The  2nd Battle of Mobile, also known as the Battle at the Village, was a British attempt to recapture the town of Mobile, in the British province of West Florida, from the Spanish during the Anglo-Spanish War.  The Spanish had previously captured Mobile in March 1780. On January 7, 1781, a British attack against a Spanish outpost on the Eastern Shore of Mobile Bay was repulsed, and the German leader of the expedition was killed.

Background
After Spain declared war on Great Britain in 1779, Bernardo de Gálvez, the Governor of Spanish Louisiana, immediately began offensive operations to gain control of neighboring British West Florida, which included parts of today's Louisiana, Mississippi, and Alabama. In September 1779 he gained complete control over the lower Mississippi River by capturing Fort Bute and shortly afterwards obtaining the surrender of the remaining enemy forces in the region following the Battle of Baton Rouge. He followed up these successes with the capture of Mobile on March 14, 1780, following a brief siege. (In the spring of 1781, Gálvez would go on to capture Pensacola, British West Florida's administrative capital.)

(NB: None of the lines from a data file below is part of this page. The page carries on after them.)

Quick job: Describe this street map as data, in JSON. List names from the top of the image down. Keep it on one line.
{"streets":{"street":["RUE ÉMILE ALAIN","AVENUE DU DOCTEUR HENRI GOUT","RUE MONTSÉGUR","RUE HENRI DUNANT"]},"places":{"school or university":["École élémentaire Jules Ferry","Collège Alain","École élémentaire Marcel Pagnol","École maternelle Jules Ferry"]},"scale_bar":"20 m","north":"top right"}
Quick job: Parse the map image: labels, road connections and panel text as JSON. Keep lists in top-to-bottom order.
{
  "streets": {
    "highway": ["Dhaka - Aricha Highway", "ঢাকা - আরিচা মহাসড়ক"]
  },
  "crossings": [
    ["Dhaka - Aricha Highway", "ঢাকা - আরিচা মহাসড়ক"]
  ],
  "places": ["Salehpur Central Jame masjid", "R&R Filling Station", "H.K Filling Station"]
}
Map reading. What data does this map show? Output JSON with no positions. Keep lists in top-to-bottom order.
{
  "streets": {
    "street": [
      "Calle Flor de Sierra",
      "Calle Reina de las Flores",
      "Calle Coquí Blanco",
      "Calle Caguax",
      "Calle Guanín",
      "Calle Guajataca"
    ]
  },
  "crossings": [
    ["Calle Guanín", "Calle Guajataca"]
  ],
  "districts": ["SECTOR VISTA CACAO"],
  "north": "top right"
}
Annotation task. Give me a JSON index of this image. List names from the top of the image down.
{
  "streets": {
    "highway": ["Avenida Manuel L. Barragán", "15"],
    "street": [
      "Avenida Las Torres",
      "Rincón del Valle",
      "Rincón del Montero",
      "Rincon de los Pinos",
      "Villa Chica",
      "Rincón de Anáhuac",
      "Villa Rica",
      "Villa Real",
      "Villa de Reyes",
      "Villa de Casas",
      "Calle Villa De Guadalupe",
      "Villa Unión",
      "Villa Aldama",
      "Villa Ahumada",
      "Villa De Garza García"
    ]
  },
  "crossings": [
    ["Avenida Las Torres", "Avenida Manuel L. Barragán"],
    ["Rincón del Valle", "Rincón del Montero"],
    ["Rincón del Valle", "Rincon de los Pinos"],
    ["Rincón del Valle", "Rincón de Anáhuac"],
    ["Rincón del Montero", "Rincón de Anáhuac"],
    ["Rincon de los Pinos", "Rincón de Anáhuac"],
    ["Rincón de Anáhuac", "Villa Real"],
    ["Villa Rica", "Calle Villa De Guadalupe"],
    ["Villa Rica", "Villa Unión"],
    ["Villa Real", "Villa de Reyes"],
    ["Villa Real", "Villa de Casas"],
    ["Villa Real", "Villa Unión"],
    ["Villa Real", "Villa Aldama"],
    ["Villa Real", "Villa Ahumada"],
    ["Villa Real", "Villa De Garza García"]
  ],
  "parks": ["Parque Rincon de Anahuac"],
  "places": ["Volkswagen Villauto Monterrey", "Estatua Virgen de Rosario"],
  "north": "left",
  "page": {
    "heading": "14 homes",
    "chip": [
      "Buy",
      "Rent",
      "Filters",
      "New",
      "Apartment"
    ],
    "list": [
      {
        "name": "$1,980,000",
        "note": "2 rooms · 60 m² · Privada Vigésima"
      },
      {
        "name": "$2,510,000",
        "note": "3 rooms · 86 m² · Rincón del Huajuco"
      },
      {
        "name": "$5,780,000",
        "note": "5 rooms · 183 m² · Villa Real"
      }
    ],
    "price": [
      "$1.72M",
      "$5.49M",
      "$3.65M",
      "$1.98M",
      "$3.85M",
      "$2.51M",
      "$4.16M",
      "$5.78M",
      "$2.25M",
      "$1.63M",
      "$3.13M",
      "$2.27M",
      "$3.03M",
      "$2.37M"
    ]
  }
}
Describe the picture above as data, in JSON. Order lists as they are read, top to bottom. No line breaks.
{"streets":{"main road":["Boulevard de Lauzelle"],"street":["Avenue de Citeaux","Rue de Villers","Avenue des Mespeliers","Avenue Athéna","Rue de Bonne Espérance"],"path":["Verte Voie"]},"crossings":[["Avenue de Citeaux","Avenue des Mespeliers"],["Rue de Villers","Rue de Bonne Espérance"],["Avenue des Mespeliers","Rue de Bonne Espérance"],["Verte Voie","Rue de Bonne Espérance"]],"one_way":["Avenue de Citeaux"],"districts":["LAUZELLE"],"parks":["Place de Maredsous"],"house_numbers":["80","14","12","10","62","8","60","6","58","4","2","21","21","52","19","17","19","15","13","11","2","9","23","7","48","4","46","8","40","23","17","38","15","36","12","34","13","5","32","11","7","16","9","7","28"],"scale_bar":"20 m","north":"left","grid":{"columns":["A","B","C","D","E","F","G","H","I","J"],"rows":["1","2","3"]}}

After the Mobile victory, the Spanish built an entrenched outpost on the east side of Mobile Bay, in an area that controlled Mobile's water supply. When the British troops arrived on January 7, the outpost was manned by about 200 men of the Principe Regiment, under Ramon de Castro y Gutierrez.

Prelude
The British garrison nearest to Mobile was in West Florida's capital, Pensacola.  The commander, General John Campbell, had under his command about 500 men, composed mostly of men from the 16th and 60th Regiments, but also including some Waldecker grenadiers and some Loyalist militia.  The British relations with the Creeks, Chickasaw, and Choctaw Indians were also relatively good. Hundreds of Choctaw warriors responded to British pleas for help and came to Mobile.

Emboldened by the destruction of a Gálvez-led expedition against Pensacola by a hurricane in the fall of 1780, Campbell decided to attempt the recapture of Mobile.  On January 3,  he dispatched an expedition of more than 700 men under the command of the Waldecker Captain Johann von Hanxleden.

Battle
Hanxleden's force arrived near the outpost late on January 6, and made a dawn attack the next morning.  Forty of the Spaniards made a dash for a boat anchored nearby, but the British cut many of them down with a musket volley.  Indians from the expedition then followed the Spaniards into the water to collect scalps.  The remaining Spanish coolly opened fire on the British, killing Hanxleden and nineteen others. Don Ramon de Castro led a successful bayonet charge against 3 to 1 odds. The British troops then disengaged and retreated.

Aftermath
The British withdrew back to Pensacola, and made no further attempts against Mobile.  Spanish authorities in Cuba dispatched additional forces to hold Mobile when they learned of the attack. Spanish Field Marshal Gálvez captured Pensacola later in the year, completing his conquest of West Florida.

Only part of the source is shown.